The new IT Convergence drives the Unified Communication & Collaboration-as-a-service market: trends, players and stakes.




As companies continue to meet challenges like the complexity of integrating separate platforms, justification of the return-on-investment ROI), and the development of in-house expertise to maintain the systems, the greater flexibility, cost efficiency, less technology to manage, the scalability and more brought by the new IT Convergence, are disrupting the traditional Unified Communication & Collaboration (UC&C)'s Market.

Organizations progressively adopt mobility, and when it comes to the contact centre environment, features such as call recording, voice analytics and workforce management are becoming more common.

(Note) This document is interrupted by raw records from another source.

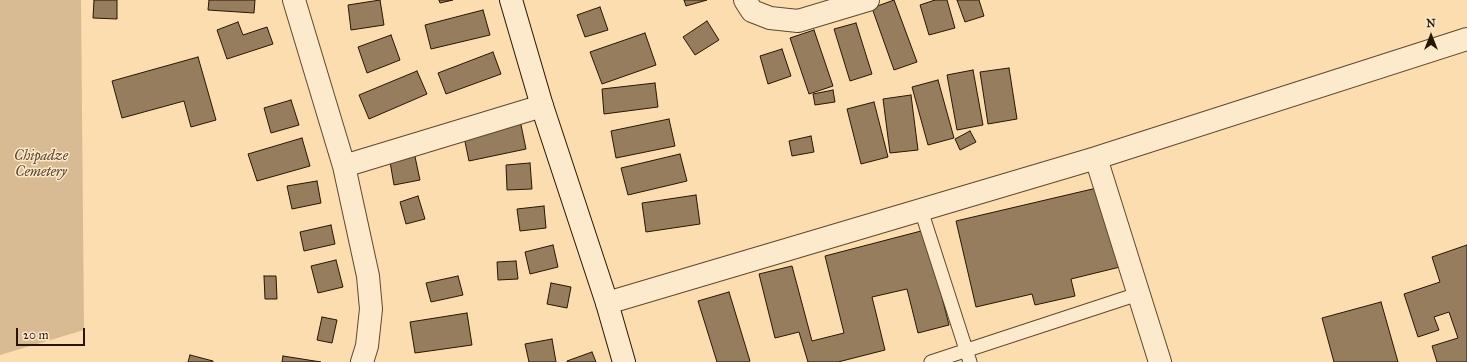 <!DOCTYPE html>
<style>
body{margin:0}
#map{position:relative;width:1467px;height:362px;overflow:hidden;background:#fcddaf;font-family:"IM FELL Great Primer",serif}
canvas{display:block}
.north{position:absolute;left:1411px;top:16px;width:40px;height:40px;-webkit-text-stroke:3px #fde9cb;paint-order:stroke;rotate:0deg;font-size:11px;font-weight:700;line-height:16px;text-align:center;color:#281604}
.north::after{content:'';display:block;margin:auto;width:14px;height:18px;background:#281604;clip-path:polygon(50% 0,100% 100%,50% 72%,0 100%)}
.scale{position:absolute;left:16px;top:328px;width:69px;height:18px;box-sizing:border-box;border:2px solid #281604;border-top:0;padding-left:5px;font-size:12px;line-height:14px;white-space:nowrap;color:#281604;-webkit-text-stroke:3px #fde9cb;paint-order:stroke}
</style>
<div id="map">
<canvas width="1467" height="362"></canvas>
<div class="north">N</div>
<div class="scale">20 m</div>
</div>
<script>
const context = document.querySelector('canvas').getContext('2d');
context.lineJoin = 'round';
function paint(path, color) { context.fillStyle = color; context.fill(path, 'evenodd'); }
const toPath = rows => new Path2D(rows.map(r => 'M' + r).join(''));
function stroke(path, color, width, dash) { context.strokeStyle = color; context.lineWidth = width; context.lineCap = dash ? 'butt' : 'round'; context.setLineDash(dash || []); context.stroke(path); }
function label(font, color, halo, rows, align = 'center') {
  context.font = font + ' "IM FELL Great Primer",serif'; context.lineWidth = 3; context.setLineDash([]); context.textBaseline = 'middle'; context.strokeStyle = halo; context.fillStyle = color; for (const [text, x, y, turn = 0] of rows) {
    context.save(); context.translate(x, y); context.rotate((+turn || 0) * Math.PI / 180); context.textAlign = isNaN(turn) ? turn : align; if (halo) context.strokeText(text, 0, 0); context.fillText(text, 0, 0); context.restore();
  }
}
const green = toPath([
 [0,0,81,0,84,330,0,355]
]);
const building = toPath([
 [94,0,117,0,117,19,93,18,94,0],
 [209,0,255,0,254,13,208,10,209,0],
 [380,0,384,25,351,30,348,5,380,0],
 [439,0,453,0,440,3,439,0],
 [684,0,707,0,686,6,684,0],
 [894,0,917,62,894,70,872,8,894,0],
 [935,0,947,0,955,28,929,35,920,5,935,0],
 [957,0,979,0,984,16,965,22,957,0],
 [600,7,608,30,585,37,577,15,600,7],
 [483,10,490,35,431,49,425,25,483,10],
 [707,21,719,40,695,55,683,37,707,21],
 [238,22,243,35,267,27,273,44,227,59,217,30,238,22],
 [856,23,872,74,850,81,834,29,856,23],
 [814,30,833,86,809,94,790,38,814,30],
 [645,33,656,65,602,84,590,52,645,33],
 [391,35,400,60,367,73,358,47,391,35],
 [782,49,791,76,768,84,760,56,782,49],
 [493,52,501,74,446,94,438,73,493,52],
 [198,57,216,120,191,127,184,101,122,118,112,81,198,57],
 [1009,68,1017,119,988,124,980,72,1009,68],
 [973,70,983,125,957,130,947,75,973,70],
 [417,71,427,94,369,119,359,95,417,71],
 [938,80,954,138,928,145,912,87,938,80],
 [655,83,658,107,604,114,602,89,655,83],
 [833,90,835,102,815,105,813,94,833,90],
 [911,95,918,150,890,153,883,99,911,95],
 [291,100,299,125,271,133,264,108,291,100],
 [874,102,888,157,861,164,847,109,874,102],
 [669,119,675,146,616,158,611,131,669,119],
 [520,120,526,149,469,161,463,132,520,120],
 [970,131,976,142,960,150,955,139,970,131],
 [811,136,814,152,792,156,789,141,811,136],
 [302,138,310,166,257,181,248,154,302,138],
 [414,152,420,180,394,185,389,156,414,152],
 [680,154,687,181,628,195,621,168,680,154],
 [530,163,532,189,507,190,506,165,530,163],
 [317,181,321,203,292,209,287,186,317,181],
 [1101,187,1120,267,1071,279,1075,296,1035,305,1032,294,976,307,956,221,1101,187],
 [696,195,700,224,646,232,642,203,696,195],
 [418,196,425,219,406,224,400,202,418,196],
 [544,206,546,228,520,231,517,209,544,206],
 [331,225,335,244,304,251,300,232,331,225],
 [925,230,949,325,918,333,907,289,872,297,885,350,838,362,808,362,799,332,775,338,759,274,792,266,812,341,844,333,825,256,925,230],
 [553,245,558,267,530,274,525,252,553,245],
 [1467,245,1467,362,1437,362,1432,346,1458,338,1449,312,1434,317,1439,330,1418,337,1404,294,1440,282,1432,257,1467,245],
 [336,260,343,287,318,293,311,266,336,260],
 [516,261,518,279,498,280,497,262,516,261],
 [264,276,276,276,277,299,265,299,264,276],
 [458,276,463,295,431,302,426,283,458,276],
 [551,283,571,287,567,308,547,304,551,283],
 [729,292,750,361,748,362,717,362,698,301,729,292],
 [1381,302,1398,362,1334,362,1322,318,1381,302],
 [467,313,472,345,415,353,410,322,467,313],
 [322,317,337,320,332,343,317,340,322,317],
 [552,339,556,362,529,362,525,344,552,339],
 [592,352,596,362,567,362,567,361,592,352],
 [190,355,213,361,213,362,188,362,190,355],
 [283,356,321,362,282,362,283,356]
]);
const lane = toPath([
 [921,210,970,362],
 [931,362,1138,294]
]);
const street = toPath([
 [294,0,344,166,368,276,371,309,367,346,362,362],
 [745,0,752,11,770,18,798,21,868,0],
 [1096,158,1160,362],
 [344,166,542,106],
 [607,303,1096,158,1467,39]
]);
const secondary = toPath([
 [511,0,542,106,607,303,624,362]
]);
const parkNames = [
 ["Chipadze",41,157],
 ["Cemetery",41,173]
];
paint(green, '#d8bb92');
paint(building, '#967d5d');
stroke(building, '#281604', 1);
stroke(lane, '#5d482f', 15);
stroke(street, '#5d482f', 24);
stroke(secondary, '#281604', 24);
stroke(lane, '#fde9cb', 13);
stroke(street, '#fde9cb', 22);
stroke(secondary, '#fde9cb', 22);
label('italic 14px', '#5d482f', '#fde9cb', parkNames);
</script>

According to IDC, equipment market declined 2.9% in 2013 year-on-year (YoY); a decline due to inter alia,  this reality . In fact, Connectikpeople.co, soon #Retinknow can also observe that, companies are reducing their spending in equipment hardware. This means shift of demand from hardware-based on-premise UC&C solutions to software-based and cloud-based solutions.

Vendors of this industry include: Alcatel-Lucent, Avaya, Cisco, Genesys, IBM, Lifesize, Microsoft, Mitel, ShoreTel and Siemens. Providers include: NEC, Optus, Telstra, and UXC Connect.

Software vendors (IBM and Microsoft) and cloud providers (Google and BlueJeans), is forcing vendors to innovate and to be more price competitive.

According to IDC, vendors are partnering with service providers to offer UC-as-a-service.